A pessary may fit you well if you
- Want to avoid surgery, now or for good
- Have health conditions that raise your surgery risk
- May want to get pregnant in the future
- Are comfortable with a small amount of upkeep
- Want relief right away
Surgery may fit you well if you
- Want a one-time, definitive repair
- Would rather not manage a device day to day
- Have symptoms that get in the way of daily life
- Care about restoring sexual function and quality of life
- Are healthy enough for an operation
Making your decision
There is no wrong answer. We will weigh what matters most to you, whether that is avoiding surgery, keeping upkeep low, or getting the most durable repair.
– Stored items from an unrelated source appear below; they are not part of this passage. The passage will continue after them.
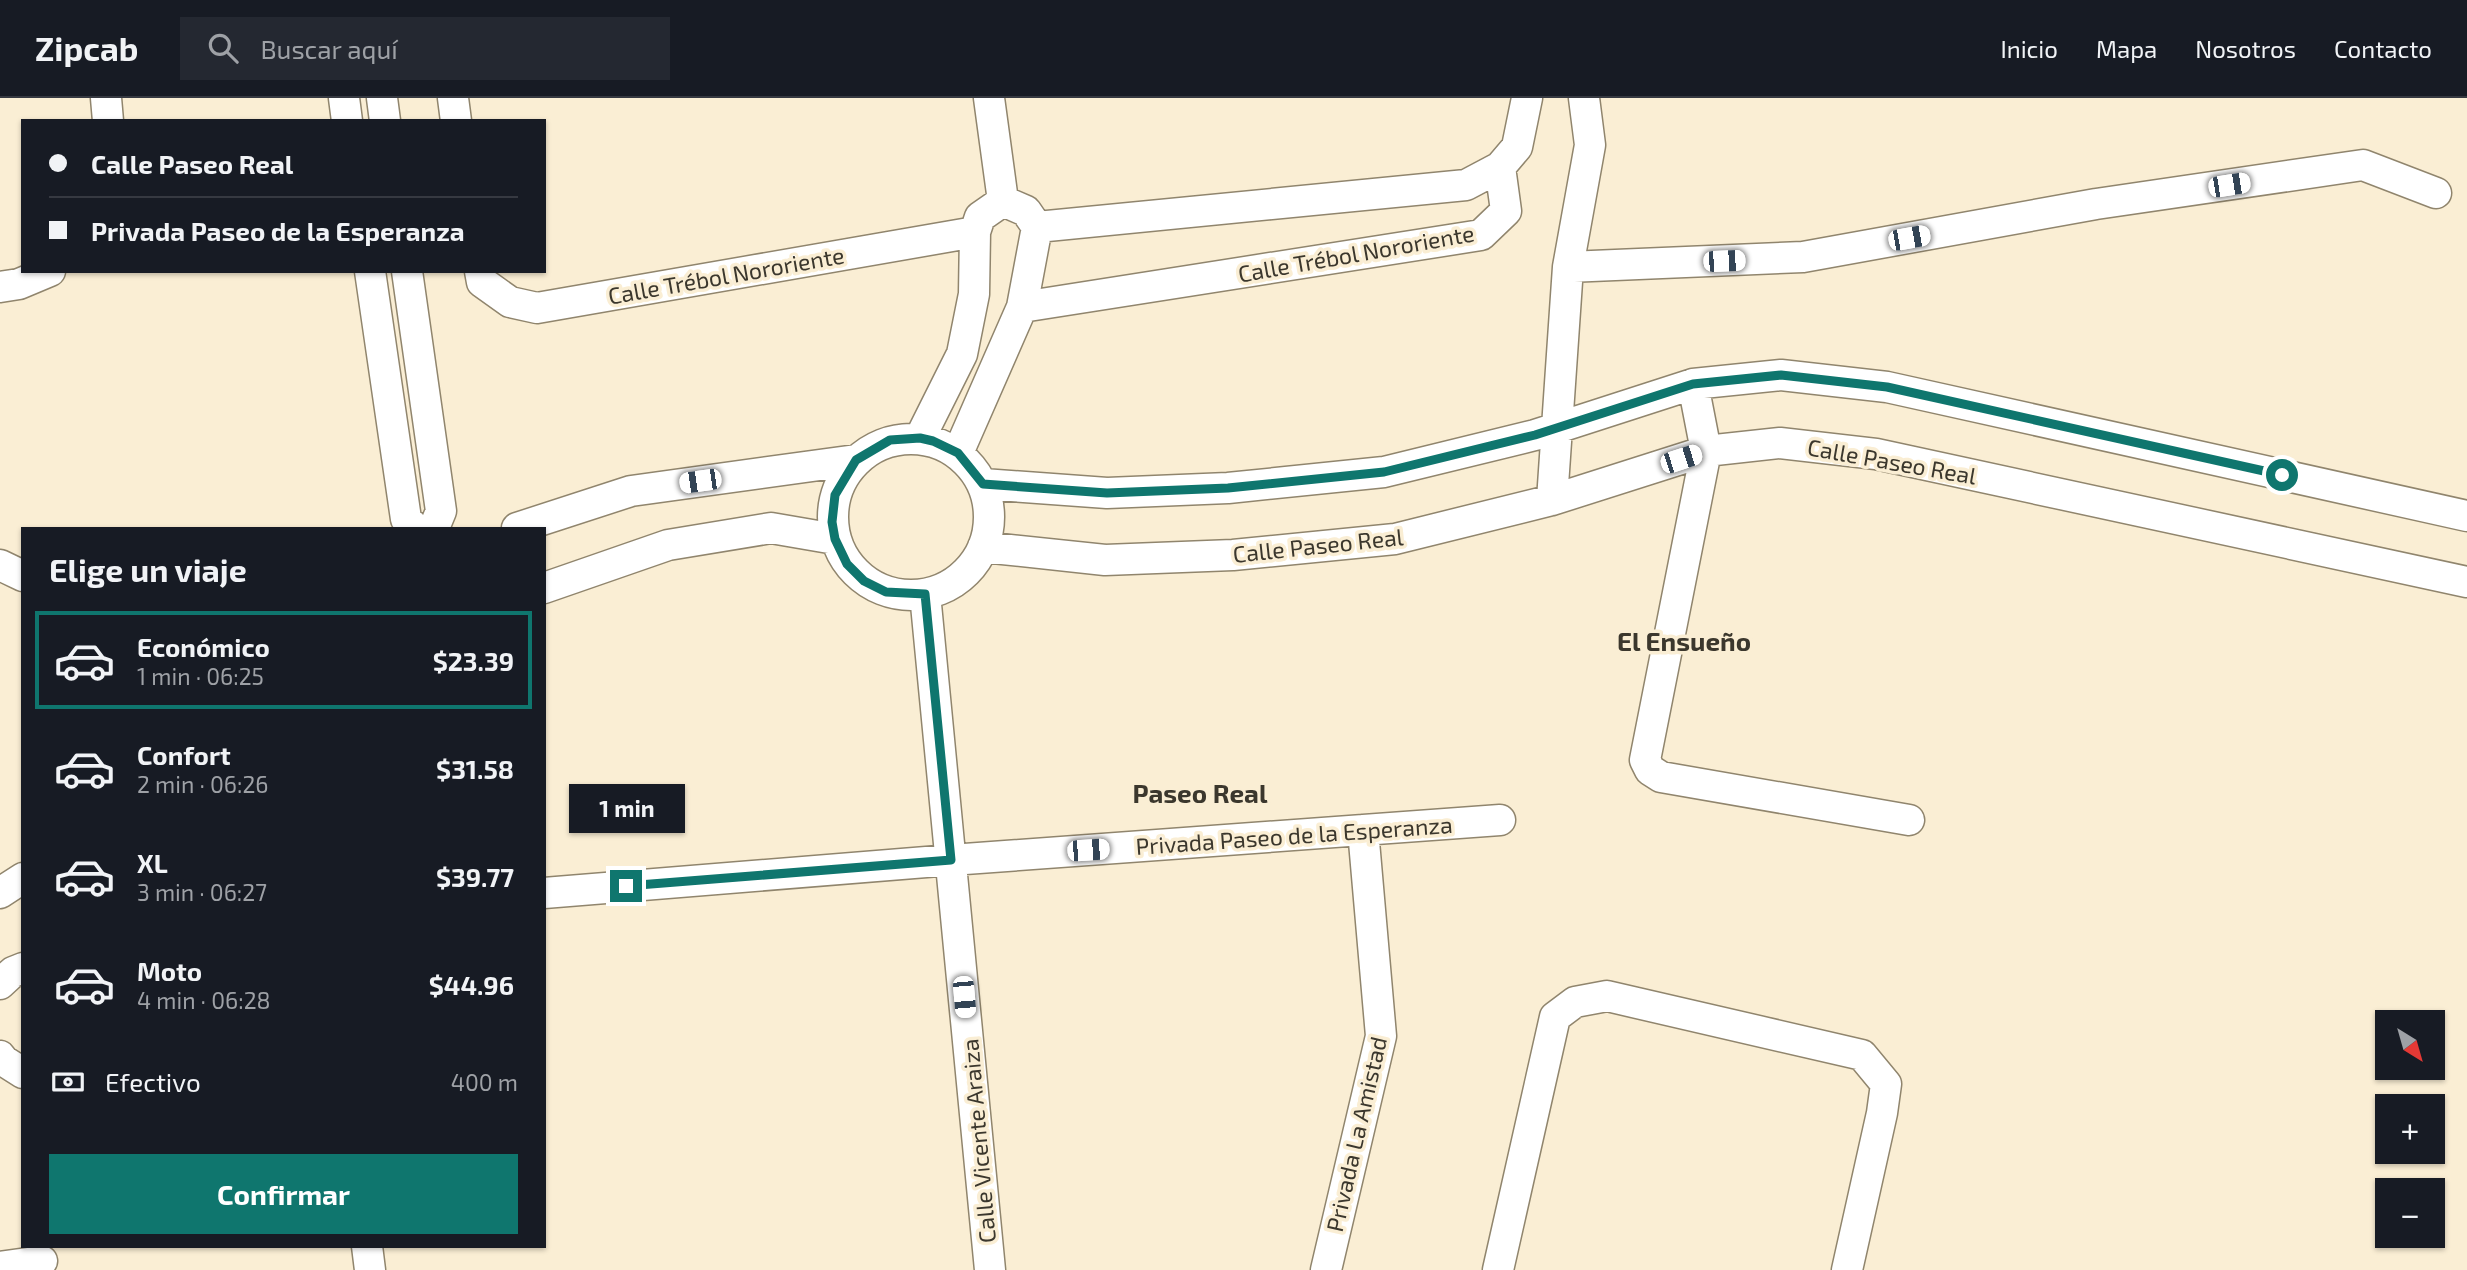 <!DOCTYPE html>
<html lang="es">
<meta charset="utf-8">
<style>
body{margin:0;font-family:"Exo 2",sans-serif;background:#242831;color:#f1f3f6;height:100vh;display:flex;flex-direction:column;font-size:26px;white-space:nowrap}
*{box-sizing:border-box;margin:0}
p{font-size:23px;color:#9ea1a6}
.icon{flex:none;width:38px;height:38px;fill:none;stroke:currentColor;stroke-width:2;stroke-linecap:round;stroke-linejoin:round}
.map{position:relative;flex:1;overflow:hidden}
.details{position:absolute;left:21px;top:429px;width:525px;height:721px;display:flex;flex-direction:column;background:#171b24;border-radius:0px;box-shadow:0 2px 5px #0004}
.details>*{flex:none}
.top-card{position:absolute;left:21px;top:21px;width:525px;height:154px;border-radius:0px;box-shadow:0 2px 5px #0004;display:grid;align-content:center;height:154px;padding:0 28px;background:#171b24}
.needle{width:46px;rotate:143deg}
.controls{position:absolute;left:2375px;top:912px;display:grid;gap:14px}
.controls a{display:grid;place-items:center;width:70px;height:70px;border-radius:0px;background:#171b24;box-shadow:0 2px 5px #0004;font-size:35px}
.end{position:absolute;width:32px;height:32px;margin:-16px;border:9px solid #0f766e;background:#fff;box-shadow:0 0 0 4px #fff}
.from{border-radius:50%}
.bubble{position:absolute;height:49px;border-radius:0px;background:#171b24;box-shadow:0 2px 5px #0004;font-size:23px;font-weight:700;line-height:49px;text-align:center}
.car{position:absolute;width:21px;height:42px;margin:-21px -10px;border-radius:9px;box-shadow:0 0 5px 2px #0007;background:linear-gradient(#fff 24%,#345 0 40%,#fff 0 76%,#345 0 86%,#fff 0)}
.top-card b{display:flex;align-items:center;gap:24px;height:66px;font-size:26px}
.top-card b+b{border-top:2px solid #363941}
.top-card i{width:18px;height:18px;background:#f1f3f6}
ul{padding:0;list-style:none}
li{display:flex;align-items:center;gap:21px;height:98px;margin:0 14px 10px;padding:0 14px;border:4px solid transparent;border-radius:0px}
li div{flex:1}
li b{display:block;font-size:26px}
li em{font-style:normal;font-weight:700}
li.active{border-color:#0f766e}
li>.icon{width:63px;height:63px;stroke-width:1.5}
h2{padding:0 28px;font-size:32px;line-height:84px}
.pay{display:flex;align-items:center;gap:18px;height:77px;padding:0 28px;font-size:26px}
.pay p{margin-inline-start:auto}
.primary-button{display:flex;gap:14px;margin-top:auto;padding:14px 28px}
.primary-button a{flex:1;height:80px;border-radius:0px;background:#0f766e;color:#fff;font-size:28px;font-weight:700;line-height:80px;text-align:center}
header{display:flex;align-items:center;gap:42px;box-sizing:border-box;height:98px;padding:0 35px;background:#171b24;border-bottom:2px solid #363941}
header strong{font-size:33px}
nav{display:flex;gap:38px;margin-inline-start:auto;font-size:24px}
.search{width:490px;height:63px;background:#242831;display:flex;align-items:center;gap:18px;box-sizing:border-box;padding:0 24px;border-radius:0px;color:#9ea1a6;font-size:26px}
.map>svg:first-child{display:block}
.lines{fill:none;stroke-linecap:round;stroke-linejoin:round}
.minor-casing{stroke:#90856d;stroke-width:33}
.minor{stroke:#fff;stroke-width:30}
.route{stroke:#0f766e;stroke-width:9}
.labels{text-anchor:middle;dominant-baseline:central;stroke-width:7;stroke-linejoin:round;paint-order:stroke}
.street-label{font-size:23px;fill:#3b372d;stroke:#faeed4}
.quarter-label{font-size:26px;font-weight:bold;fill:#3b372d;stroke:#faeed4}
</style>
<header>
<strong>Zipcab</strong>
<div class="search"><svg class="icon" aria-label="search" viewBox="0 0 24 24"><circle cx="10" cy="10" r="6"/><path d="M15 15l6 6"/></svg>Buscar aquí</div>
<nav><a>Inicio</a><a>Mapa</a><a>Nosotros</a><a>Contacto</a></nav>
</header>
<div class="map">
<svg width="2467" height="1172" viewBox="0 0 2467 1172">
<rect width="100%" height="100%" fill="#faeed4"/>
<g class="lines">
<g class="minor-casing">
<path id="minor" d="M106,0L108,23
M344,0L347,23
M382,0L385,23
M453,0L456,23
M989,0L1003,103
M1037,129L1466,87L1500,69L1517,49L1527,0
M1568,169L1803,159L2096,106L2363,67L2436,95
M370,173L406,421L415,430
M407,173L441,413L434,430
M480,173L482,184L510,204L537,210L975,134
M0,189L19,186L50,173
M1022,209L1481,137L1506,113L1500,69
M1693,286L1706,353L1645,662L1650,672L1661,679L1909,722
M920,340L962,256L974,196L975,134L980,119L1003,103L1026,113L1037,129L1022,209L958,355
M833 419a78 78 0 1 1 156 0a78 78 0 1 1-156 0Z
M983,386L1107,395L1228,390L1384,374L1535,337L1693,286L1781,277L1887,289L2467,418
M1552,402L1568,169L1590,47L1584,0
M517,430L631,393L856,362
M983,449L1105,462L1233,457L1395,441L1552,402L1706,353L1780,345L1876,356L2467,484
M0,467L23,478
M544,490L668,447L771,430L835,441
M925,496L990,1172
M0,795L23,780
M544,795L951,762L1500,722
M0,886L13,874L23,870
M0,958L4,963L23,975
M367,1148L370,1172
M0,1169L42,1163
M1326,1172L1381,938L1363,732
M1498,1172L1555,919L1575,904L1607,898L1862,957L1886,986L1882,1015L1847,1172"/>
</g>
<use href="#minor" class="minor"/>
</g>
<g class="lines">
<path class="route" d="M626,788L951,762L925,496L886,494L864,483L847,466L835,441L832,424L835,397L856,362L890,342L920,340L933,343L958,355L983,386L1107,395L1228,390L1384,374L1535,337L1693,286L1781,277L1887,289L2282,377"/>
</g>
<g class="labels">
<g class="street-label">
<text transform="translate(1356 155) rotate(-10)">Calle Trébol Nororiente</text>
<text transform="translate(726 177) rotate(-10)">Calle Trébol Nororiente</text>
<text transform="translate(1892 363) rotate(10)">Calle Paseo Real</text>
<text transform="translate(1318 447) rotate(-6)">Calle Paseo Real</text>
<text transform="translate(1294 737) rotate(-4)">Privada Paseo de la Esperanza</text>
<text transform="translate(1356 1036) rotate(-77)">Privada La Amistad</text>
<text transform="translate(978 1043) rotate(-95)">Calle Vicente Araiza</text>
</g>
<g class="quarter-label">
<text x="1684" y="542">El Ensueño</text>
<text x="1200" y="694">Paseo Real</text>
</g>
</g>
</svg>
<div class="controls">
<a><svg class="needle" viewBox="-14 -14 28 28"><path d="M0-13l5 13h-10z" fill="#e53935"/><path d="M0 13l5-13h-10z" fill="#9ea1a6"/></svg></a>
<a>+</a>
<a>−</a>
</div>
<i class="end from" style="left:2282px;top:377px"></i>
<i class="end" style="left:626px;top:788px"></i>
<div class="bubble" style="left:569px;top:686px;width:116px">1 min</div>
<i class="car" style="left:2229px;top:87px;rotate:81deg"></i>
<i class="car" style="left:1909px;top:140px;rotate:80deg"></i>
<i class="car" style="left:1724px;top:163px;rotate:88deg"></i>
<i class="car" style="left:1681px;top:361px;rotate:72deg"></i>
<i class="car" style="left:700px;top:383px;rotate:262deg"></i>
<i class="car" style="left:1088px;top:752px;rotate:86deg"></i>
<i class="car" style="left:964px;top:899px;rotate:175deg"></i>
<div class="top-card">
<b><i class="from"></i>Calle Paseo Real</b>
<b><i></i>Privada Paseo de la Esperanza</b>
</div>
<section class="details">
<h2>Elige un viaje</h2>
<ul>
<li class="active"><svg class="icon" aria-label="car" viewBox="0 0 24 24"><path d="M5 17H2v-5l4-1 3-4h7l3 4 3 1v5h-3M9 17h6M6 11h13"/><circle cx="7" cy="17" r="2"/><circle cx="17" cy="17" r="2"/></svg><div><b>Económico</b><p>1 min · 06:25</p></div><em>$23.39</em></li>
<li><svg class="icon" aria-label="car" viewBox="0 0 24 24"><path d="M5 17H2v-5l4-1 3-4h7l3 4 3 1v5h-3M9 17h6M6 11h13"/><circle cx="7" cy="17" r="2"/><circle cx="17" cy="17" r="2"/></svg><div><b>Confort</b><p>2 min · 06:26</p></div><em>$31.58</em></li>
<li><svg class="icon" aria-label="car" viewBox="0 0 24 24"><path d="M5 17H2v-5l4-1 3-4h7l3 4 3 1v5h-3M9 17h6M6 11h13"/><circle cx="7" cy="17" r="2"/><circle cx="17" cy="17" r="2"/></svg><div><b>XL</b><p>3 min · 06:27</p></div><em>$39.77</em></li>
<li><svg class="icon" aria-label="car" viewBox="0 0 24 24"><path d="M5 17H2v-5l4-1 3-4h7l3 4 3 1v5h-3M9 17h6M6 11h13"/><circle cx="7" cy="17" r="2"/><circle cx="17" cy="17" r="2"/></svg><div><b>Moto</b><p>4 min · 06:28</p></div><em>$44.96</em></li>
</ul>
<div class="pay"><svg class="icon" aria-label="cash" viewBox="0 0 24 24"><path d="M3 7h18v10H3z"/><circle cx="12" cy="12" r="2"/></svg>Efectivo<p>400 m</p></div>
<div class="primary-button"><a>Confirmar</a></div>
</section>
</div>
Some women choose a pessary and stay with it for years. Others choose surgery from the start. Both are good choices. We will go through your options together and help you feel sure about the path you pick.
References
- Andy UU, Meyn L, Brown HW, et al. Outcomes at 12, 24, and 36 months in women treated for pelvic organ prolapse with pessary or surgery: results from the multicenter Pelvic Floor Disorders Registry. Urogynecology. 2025. doi:10.1097/SPV.0000000000001669
- Yurteri-Kaplan LA, Meyn L, Moalli PA, et al. Outcomes of pessary use at 1 year in women treated for pelvic organ prolapse in a large multicenter registry. Urogynecology. 2022. doi:10.1097/SPV.0000000000001279
- Ferrando CA, Bradley CS, Meyn LA, et al. Twelve month outcomes of pelvic organ prolapse surgery in patients enrolled in the multicenter Pelvic Floor Disorders Registry. Urogynecology. 2023. doi:10.1097/SPV.0000000000001410
- Hooper GL, Moynihan L, Leegant A, et al. Vaginal pessary use and management for pelvic organ prolapse (AUGS-SUNA clinical consensus statement). Urogynecology. 2023. doi:10.1097/SPV.0000000000001293
- Carberry CL, Tulikangas PK, Ridgeway BM, et al. AUGS best practice statement: evaluation and counseling of patients with pelvic organ prolapse. Urogynecology. 2025. doi:10.1097/SPV.0000000000001641
- Committee on Practice Bulletins—Gynecology, American Urogynecologic Society. Pelvic organ prolapse. ACOG Practice Bulletin No. 214. Obstetrics & Gynecology. 2019.